Problem details
Your answer should be every line of the entries that has the string "userSpaceOnUse" in it.

Stored data entries
☆ ☆ ☆ ☆ ☆ ☆ ☆

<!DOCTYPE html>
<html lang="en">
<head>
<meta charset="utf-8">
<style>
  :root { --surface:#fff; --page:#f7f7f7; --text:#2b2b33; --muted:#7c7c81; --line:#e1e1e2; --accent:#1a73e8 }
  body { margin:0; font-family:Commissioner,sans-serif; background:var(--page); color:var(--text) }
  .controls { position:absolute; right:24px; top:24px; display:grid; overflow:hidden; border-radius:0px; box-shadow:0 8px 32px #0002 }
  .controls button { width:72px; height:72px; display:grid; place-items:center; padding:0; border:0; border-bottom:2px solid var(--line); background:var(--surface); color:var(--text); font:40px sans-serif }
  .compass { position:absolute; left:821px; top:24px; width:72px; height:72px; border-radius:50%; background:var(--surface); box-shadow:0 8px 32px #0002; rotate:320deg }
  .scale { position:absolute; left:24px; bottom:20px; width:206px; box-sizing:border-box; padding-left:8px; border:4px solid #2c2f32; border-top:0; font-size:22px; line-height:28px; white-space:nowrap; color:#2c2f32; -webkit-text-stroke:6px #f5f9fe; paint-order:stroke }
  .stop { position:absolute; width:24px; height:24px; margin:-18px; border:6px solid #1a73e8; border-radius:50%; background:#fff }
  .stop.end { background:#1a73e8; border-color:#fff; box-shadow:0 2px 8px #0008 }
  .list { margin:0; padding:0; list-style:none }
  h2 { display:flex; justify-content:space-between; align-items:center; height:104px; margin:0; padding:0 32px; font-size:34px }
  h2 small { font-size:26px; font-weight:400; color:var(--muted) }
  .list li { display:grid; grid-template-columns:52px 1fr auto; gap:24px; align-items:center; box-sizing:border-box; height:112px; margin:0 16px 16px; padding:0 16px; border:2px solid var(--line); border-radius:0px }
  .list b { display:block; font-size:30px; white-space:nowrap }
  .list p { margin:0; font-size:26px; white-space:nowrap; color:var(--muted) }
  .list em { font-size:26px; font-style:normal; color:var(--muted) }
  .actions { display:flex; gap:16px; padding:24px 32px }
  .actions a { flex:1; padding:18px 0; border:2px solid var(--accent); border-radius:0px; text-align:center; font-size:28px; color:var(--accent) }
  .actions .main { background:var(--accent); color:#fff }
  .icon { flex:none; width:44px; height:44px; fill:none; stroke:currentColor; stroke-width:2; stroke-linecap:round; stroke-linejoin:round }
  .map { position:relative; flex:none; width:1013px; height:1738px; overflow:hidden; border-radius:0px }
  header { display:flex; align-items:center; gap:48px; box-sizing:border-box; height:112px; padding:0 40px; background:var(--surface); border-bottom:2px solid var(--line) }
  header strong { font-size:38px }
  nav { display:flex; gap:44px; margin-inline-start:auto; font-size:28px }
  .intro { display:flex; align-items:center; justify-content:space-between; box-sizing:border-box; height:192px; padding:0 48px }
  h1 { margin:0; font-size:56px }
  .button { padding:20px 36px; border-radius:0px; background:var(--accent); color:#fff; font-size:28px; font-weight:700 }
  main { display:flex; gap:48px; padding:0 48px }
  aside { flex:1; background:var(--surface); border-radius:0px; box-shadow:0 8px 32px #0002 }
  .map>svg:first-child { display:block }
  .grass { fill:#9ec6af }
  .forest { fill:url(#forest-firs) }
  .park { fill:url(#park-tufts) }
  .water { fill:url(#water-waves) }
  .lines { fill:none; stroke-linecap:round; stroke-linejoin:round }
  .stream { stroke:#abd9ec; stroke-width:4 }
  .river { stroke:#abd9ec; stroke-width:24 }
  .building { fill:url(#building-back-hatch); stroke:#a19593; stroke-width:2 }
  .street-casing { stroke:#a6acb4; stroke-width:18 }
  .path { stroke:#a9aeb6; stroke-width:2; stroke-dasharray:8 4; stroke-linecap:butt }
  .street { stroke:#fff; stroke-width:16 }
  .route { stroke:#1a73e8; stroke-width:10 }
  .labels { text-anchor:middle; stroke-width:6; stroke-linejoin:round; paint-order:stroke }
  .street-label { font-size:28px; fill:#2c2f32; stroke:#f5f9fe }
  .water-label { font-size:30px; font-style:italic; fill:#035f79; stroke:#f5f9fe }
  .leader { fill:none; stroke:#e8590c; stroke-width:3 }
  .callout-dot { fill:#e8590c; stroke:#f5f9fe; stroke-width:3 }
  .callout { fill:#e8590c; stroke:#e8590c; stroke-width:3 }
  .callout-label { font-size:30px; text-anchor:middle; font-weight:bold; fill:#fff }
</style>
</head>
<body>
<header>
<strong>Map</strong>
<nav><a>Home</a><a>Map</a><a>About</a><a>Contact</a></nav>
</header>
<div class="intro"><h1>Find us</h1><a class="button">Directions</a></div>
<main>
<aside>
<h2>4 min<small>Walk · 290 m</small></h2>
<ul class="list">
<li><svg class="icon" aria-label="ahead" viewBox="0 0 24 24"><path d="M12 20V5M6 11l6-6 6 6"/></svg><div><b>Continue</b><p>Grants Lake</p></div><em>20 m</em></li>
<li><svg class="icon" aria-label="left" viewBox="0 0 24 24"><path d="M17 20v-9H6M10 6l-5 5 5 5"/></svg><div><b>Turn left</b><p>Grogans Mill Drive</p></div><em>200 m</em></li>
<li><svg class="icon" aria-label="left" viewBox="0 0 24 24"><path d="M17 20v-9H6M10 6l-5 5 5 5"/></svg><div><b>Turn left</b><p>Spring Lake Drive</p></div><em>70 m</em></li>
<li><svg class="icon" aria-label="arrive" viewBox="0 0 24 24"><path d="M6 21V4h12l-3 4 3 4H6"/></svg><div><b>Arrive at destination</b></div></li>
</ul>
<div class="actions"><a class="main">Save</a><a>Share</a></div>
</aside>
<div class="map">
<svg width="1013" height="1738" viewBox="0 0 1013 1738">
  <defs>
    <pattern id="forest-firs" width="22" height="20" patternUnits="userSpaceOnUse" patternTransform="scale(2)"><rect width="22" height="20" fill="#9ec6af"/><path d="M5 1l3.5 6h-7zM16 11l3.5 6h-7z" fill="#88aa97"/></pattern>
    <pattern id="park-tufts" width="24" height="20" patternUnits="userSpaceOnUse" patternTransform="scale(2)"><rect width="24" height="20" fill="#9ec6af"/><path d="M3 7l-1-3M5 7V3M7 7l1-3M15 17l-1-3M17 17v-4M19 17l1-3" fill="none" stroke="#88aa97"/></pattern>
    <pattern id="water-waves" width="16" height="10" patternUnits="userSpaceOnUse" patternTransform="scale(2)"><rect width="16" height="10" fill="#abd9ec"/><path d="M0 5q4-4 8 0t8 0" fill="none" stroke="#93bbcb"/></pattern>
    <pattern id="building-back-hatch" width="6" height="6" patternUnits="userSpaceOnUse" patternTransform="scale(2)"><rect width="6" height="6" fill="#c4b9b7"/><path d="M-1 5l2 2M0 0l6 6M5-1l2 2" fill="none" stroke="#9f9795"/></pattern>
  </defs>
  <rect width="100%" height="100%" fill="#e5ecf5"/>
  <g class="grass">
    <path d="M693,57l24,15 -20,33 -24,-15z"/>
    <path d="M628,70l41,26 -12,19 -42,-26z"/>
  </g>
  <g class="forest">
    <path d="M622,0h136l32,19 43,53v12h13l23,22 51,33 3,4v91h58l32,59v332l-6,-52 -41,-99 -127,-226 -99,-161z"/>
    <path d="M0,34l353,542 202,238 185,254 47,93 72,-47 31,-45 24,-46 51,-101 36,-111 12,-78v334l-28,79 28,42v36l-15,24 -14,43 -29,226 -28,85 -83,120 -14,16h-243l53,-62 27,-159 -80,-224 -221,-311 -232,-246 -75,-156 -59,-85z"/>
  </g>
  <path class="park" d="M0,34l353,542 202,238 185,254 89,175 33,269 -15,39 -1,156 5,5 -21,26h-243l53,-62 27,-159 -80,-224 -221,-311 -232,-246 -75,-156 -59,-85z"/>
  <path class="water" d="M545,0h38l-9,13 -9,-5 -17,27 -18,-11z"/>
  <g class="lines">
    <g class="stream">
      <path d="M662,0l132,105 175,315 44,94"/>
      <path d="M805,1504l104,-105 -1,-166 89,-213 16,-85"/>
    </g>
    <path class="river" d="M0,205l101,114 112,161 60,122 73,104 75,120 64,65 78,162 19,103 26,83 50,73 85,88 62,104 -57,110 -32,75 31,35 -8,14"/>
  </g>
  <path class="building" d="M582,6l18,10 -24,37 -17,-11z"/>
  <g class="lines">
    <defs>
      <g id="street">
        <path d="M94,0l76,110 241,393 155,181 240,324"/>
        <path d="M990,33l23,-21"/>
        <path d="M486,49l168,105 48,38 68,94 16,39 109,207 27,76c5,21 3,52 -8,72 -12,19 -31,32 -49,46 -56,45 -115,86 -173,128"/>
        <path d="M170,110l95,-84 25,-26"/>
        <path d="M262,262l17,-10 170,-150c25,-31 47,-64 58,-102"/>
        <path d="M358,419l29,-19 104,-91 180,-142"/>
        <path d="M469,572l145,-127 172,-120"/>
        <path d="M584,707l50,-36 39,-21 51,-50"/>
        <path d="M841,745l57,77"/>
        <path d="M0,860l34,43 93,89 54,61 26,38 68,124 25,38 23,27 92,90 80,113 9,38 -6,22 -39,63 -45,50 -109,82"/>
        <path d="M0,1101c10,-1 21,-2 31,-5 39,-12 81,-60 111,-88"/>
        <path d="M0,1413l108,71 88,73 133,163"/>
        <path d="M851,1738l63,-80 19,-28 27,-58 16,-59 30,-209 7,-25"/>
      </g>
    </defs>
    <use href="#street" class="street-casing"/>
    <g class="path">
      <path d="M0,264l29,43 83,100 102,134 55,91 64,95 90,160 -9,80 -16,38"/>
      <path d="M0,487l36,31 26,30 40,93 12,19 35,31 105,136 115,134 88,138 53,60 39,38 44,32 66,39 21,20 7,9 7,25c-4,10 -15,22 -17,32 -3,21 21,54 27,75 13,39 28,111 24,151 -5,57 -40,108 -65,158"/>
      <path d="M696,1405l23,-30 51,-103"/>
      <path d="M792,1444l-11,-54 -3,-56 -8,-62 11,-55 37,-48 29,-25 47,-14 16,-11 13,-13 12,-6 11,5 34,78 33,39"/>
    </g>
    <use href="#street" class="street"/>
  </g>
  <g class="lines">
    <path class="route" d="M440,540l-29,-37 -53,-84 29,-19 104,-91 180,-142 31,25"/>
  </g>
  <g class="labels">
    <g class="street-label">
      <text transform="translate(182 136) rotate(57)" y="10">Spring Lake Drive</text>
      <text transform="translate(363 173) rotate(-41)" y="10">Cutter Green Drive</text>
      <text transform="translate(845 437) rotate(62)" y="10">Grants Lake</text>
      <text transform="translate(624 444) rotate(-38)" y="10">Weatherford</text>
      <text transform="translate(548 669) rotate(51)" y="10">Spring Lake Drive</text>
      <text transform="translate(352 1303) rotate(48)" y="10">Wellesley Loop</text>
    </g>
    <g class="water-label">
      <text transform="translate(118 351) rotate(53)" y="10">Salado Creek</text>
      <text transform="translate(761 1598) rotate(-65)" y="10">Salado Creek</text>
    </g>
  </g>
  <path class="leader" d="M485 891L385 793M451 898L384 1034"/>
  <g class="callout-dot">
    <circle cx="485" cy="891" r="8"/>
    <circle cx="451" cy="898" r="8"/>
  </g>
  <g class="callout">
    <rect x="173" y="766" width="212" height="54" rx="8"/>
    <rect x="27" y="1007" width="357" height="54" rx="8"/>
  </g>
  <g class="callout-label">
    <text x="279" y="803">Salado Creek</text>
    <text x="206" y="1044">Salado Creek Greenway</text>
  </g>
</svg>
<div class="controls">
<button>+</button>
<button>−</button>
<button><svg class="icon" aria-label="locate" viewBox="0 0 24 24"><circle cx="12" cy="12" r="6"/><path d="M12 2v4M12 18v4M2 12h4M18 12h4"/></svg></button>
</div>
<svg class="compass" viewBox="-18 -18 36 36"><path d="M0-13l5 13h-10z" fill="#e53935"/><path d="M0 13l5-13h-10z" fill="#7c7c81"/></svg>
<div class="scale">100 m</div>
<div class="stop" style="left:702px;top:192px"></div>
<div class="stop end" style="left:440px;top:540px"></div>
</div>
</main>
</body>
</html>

☆ ☆ ☆ ☆ ☆ ☆ ☆

Answer to this problem
    <pattern id="forest-firs" width="22" height="20" patternUnits="userSpaceOnUse" patternTransform="scale(2)"><rect width="22" height="20" fill="#9ec6af"/><path d="M5 1l3.5 6h-7zM16 11l3.5 6h-7z" fill="#88aa97"/></pattern>
    <pattern id="park-tufts" width="24" height="20" patternUnits="userSpaceOnUse" patternTransform="scale(2)"><rect width="24" height="20" fill="#9ec6af"/><path d="M3 7l-1-3M5 7V3M7 7l1-3M15 17l-1-3M17 17v-4M19 17l1-3" fill="none" stroke="#88aa97"/></pattern>
    <pattern id="water-waves" width="16" height="10" patternUnits="userSpaceOnUse" patternTransform="scale(2)"><rect width="16" height="10" fill="#abd9ec"/><path d="M0 5q4-4 8 0t8 0" fill="none" stroke="#93bbcb"/></pattern>
    <pattern id="building-back-hatch" width="6" height="6" patternUnits="userSpaceOnUse" patternTransform="scale(2)"><rect width="6" height="6" fill="#c4b9b7"/><path d="M-1 5l2 2M0 0l6 6M5-1l2 2" fill="none" stroke="#9f9795"/></pattern>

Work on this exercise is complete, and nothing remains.